EXERCISE DESCRIPTION: Out of the records below, copy all lines in which the word "data" occurs.

:::

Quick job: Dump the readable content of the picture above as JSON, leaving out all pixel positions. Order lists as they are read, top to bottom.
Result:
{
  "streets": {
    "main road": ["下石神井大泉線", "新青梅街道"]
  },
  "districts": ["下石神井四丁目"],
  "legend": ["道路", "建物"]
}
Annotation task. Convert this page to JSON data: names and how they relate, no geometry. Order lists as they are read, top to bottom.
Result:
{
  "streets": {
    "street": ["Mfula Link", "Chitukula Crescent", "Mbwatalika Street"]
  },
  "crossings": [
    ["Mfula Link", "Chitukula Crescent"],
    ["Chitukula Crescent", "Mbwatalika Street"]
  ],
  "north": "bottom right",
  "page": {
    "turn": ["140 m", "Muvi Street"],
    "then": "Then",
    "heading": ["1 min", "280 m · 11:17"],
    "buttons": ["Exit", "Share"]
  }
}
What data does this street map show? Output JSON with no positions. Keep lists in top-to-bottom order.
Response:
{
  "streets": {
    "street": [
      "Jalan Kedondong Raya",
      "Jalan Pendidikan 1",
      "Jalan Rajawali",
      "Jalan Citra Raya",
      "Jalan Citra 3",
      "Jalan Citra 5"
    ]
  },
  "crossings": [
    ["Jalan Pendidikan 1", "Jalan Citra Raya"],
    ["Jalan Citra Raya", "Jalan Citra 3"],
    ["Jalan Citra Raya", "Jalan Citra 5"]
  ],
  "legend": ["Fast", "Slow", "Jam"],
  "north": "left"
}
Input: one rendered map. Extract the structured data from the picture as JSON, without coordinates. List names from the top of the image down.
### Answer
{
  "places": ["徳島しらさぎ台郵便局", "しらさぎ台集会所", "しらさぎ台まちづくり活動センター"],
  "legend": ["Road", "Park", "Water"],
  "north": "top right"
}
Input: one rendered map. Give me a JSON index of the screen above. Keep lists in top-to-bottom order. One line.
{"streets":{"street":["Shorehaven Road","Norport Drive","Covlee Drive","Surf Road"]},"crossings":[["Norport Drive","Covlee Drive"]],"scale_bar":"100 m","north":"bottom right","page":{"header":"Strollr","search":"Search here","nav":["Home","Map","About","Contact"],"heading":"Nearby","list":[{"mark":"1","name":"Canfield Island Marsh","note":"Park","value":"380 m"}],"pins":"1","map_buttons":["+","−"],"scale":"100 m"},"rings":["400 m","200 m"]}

:::

TASK RESULT:
Annotation task. Convert this page to JSON data: names and how they relate, no geometry. Order lists as they are read, top to bottom.
What data does this street map show? Output JSON with no positions. Keep lists in top-to-bottom order.
Input: one rendered map. Extract the structured data from the picture as JSON, without coordinates. List names from the top of the image down.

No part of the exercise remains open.